◆ Instructions for the task
The answer must consist of every line from the entries that holds the word "Input".

◆ Study material
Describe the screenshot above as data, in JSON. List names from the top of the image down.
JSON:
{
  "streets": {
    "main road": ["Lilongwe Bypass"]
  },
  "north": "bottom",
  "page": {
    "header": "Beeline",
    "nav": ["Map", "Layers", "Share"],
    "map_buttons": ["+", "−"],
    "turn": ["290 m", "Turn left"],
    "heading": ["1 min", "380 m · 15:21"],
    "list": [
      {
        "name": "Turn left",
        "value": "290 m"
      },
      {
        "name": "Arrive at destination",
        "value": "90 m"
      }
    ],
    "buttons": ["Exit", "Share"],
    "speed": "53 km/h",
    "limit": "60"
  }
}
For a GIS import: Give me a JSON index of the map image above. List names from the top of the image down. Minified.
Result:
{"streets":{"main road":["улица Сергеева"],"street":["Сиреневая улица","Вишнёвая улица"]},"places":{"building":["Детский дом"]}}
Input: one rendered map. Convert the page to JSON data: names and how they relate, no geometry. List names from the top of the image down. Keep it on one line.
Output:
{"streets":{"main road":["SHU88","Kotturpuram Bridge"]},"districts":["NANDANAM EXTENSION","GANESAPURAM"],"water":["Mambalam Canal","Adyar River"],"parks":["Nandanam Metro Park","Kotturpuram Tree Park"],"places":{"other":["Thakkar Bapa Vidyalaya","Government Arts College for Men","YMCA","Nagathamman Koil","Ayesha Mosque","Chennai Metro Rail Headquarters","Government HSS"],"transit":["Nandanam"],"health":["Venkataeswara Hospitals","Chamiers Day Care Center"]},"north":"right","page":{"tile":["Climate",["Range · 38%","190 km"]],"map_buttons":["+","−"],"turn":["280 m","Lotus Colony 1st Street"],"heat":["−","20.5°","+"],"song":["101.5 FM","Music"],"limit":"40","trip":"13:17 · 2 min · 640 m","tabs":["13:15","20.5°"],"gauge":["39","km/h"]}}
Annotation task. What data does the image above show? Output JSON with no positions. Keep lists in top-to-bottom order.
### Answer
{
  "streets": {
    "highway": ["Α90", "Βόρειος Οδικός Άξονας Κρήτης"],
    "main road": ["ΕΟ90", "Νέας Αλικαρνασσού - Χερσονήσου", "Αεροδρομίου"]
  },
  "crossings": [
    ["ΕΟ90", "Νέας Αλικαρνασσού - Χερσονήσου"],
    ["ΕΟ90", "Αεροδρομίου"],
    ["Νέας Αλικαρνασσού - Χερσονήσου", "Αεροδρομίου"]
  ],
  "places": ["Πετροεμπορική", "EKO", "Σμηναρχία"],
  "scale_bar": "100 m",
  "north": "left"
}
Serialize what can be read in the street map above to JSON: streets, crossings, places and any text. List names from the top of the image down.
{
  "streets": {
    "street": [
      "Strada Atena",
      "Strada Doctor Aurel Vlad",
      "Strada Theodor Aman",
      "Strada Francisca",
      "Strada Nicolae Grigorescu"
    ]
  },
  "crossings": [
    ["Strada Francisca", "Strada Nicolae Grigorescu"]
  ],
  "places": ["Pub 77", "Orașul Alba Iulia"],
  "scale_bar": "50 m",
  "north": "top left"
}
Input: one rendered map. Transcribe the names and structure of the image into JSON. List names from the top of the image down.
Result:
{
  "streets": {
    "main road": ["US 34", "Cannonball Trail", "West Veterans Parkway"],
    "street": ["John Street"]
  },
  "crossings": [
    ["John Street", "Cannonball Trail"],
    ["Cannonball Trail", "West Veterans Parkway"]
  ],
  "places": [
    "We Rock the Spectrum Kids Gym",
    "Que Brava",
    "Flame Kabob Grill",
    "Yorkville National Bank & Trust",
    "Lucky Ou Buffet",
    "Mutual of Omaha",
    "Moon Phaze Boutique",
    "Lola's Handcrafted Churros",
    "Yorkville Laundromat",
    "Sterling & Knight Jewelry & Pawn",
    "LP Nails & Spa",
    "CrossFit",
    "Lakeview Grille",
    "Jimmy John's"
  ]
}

◆ Reply to the exercise
Input: one rendered map. Convert the page to JSON data: names and how they relate, no geometry. List names from the top of the image down. Keep it on one line.
Input: one rendered map. Transcribe the names and structure of the image into JSON. List names from the top of the image down.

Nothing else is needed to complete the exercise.